### [WORK ITEM]
Lines holding the word "rule" in the material below: count them and write the number alone.

↓

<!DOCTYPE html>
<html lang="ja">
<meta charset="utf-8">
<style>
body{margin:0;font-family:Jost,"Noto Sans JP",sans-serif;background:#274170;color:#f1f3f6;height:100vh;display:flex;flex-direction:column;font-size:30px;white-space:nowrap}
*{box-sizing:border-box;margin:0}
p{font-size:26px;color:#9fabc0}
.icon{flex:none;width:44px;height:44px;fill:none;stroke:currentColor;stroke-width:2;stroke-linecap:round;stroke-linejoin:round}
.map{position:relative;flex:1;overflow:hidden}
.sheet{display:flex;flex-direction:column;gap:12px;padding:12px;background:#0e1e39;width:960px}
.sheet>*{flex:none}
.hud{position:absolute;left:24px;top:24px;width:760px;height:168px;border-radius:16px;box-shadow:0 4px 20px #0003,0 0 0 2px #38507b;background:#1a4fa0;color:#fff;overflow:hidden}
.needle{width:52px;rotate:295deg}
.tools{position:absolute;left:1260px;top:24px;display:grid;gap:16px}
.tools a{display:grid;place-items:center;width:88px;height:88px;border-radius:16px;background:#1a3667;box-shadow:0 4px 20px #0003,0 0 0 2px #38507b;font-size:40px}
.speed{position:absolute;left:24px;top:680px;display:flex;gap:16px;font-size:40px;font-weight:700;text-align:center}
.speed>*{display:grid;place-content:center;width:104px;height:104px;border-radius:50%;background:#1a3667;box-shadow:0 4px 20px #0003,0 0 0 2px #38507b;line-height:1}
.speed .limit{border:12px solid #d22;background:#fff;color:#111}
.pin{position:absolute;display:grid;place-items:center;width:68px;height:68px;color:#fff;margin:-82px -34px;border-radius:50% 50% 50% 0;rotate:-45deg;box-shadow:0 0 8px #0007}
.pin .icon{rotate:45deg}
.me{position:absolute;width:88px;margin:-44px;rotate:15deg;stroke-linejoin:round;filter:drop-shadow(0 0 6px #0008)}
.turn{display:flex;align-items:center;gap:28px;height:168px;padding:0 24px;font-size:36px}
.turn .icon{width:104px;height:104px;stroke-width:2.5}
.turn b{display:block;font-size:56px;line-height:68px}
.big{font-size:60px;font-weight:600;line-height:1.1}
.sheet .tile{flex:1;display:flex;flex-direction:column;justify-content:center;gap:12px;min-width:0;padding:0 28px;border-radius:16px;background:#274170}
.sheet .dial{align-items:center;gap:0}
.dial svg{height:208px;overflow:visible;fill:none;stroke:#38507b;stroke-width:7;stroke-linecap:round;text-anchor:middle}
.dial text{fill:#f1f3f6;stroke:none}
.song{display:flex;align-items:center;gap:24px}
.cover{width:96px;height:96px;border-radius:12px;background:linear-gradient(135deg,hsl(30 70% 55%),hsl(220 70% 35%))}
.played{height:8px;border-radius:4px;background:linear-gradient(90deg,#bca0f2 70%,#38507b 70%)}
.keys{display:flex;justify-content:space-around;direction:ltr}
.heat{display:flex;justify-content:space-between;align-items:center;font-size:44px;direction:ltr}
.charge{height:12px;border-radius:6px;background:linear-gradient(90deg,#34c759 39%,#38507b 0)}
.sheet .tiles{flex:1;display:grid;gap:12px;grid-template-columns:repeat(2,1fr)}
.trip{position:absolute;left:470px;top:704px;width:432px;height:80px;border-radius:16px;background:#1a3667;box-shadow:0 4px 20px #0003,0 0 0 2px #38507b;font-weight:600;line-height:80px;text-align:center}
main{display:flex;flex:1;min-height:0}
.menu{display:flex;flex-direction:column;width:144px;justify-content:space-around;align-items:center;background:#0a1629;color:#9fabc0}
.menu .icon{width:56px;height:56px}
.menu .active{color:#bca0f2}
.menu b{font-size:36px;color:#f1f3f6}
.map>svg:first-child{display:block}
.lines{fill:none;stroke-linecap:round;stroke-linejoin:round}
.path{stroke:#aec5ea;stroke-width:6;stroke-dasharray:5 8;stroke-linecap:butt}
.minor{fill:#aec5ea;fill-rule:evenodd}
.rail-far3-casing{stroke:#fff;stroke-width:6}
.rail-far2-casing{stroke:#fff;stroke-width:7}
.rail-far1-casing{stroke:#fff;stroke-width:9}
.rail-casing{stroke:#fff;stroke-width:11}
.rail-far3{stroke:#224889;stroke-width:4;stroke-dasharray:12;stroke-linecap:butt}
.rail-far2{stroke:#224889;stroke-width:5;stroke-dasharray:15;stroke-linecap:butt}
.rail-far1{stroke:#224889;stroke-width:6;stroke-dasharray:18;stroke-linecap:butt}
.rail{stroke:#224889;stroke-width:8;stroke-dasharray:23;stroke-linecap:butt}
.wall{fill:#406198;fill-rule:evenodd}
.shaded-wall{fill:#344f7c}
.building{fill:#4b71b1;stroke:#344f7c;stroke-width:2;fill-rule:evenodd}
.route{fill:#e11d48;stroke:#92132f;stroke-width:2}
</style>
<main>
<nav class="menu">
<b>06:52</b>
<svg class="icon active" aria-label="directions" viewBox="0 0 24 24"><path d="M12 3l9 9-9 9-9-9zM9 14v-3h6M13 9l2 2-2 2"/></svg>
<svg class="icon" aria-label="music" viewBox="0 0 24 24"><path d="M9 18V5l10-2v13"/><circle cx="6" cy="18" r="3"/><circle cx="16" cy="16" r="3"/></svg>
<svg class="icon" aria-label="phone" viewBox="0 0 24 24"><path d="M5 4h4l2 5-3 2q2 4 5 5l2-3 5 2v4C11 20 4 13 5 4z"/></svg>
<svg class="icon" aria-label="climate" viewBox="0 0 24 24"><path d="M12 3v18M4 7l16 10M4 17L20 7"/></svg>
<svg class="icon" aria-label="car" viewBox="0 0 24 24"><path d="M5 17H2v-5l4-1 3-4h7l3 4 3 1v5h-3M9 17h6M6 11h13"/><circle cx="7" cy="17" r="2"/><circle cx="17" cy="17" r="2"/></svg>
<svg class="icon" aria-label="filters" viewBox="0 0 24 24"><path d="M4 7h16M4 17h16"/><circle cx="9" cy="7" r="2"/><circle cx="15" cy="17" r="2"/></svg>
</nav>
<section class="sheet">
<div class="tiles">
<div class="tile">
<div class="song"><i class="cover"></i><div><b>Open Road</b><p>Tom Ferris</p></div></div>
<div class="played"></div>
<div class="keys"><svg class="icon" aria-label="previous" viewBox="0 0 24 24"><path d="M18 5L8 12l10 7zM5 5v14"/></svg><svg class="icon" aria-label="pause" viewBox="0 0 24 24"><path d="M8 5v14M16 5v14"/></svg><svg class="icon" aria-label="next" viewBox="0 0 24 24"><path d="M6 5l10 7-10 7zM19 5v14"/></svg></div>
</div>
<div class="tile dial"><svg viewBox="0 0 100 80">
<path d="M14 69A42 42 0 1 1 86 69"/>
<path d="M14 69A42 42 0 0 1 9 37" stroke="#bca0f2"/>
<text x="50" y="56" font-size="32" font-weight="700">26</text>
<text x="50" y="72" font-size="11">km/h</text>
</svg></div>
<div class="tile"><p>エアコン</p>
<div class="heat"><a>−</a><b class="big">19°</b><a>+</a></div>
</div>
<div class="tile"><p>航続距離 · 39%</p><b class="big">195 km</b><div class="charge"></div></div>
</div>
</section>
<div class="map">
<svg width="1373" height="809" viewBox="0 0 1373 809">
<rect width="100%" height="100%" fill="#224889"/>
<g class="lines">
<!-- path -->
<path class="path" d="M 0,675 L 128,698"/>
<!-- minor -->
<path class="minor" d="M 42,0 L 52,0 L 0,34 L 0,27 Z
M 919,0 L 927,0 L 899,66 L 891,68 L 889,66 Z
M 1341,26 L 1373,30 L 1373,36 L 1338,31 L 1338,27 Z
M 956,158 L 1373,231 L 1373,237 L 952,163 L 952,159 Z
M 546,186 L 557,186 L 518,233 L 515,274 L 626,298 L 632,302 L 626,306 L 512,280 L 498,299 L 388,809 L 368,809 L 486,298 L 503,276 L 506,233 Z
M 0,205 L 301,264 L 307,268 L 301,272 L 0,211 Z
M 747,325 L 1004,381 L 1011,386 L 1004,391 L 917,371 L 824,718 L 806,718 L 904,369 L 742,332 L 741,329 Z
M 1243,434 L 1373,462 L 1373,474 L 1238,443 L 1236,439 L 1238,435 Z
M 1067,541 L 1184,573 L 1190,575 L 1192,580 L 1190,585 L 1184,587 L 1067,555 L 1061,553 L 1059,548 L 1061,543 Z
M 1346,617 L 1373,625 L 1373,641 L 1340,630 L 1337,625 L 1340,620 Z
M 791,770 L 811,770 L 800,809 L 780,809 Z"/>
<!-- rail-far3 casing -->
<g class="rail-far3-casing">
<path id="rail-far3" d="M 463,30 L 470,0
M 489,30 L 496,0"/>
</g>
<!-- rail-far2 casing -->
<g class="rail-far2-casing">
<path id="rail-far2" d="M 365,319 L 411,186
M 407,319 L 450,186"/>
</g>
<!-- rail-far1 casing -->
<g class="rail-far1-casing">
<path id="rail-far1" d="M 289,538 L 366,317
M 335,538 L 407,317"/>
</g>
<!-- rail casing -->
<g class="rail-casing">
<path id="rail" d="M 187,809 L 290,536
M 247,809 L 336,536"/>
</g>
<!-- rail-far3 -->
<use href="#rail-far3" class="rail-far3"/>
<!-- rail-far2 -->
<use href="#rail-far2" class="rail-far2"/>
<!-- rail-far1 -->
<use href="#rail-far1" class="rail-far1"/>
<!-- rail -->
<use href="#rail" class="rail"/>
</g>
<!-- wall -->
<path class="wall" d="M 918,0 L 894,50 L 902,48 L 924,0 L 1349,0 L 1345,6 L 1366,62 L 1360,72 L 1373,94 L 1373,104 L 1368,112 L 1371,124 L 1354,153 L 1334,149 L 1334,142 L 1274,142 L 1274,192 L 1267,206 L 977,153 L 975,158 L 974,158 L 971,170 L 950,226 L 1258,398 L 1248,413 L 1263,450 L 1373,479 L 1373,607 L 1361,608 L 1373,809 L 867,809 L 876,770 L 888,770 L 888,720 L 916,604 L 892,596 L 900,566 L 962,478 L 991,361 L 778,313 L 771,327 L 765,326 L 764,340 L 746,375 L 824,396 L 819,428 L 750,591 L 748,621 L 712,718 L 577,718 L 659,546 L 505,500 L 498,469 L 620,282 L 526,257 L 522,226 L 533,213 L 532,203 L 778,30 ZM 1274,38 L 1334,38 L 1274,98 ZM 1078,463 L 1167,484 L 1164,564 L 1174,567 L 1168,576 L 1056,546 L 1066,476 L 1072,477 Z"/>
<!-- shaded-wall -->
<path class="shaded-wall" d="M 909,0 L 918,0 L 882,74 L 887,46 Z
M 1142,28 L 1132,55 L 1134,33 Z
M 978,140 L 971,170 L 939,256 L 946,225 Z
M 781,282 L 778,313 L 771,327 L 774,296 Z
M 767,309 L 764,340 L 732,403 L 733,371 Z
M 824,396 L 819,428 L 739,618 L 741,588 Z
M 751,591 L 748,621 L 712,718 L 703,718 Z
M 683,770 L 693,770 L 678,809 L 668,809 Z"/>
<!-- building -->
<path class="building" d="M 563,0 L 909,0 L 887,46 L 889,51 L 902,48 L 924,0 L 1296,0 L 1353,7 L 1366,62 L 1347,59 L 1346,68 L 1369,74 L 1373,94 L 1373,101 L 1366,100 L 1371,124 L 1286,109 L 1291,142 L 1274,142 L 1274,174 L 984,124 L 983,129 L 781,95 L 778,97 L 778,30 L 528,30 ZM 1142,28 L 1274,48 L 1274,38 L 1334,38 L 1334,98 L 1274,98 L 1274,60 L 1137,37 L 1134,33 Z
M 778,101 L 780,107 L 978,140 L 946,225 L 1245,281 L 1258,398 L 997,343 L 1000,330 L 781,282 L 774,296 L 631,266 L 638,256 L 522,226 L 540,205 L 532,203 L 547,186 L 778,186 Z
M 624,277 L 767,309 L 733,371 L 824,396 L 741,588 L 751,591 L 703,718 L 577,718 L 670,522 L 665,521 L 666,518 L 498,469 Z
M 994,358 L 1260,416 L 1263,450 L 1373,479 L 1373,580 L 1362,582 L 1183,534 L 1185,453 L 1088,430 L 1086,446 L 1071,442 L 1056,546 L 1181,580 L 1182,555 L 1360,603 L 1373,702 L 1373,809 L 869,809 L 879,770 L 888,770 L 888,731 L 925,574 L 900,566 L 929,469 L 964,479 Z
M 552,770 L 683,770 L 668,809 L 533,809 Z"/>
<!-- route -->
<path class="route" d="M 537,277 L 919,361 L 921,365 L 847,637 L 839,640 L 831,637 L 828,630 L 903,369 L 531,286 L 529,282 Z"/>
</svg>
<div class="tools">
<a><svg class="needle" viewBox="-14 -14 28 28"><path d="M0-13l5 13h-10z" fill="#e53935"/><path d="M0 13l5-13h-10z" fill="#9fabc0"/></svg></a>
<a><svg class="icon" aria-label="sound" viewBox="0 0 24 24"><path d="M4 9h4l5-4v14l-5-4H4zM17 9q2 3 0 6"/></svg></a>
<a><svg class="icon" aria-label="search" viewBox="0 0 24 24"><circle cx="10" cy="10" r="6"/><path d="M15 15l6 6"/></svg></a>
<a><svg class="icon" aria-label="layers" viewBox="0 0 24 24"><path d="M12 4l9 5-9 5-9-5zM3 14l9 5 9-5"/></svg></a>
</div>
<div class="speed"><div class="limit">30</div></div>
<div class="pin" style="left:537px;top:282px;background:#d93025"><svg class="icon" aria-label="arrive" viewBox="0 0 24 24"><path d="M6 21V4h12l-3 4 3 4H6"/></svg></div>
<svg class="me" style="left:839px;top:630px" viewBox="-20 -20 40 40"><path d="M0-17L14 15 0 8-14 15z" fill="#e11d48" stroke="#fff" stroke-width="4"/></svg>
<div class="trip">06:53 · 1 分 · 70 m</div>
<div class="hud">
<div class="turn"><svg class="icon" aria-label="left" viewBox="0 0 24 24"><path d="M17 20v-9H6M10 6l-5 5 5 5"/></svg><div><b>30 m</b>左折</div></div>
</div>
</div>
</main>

↑

### [RESULT OF THE TASK]
3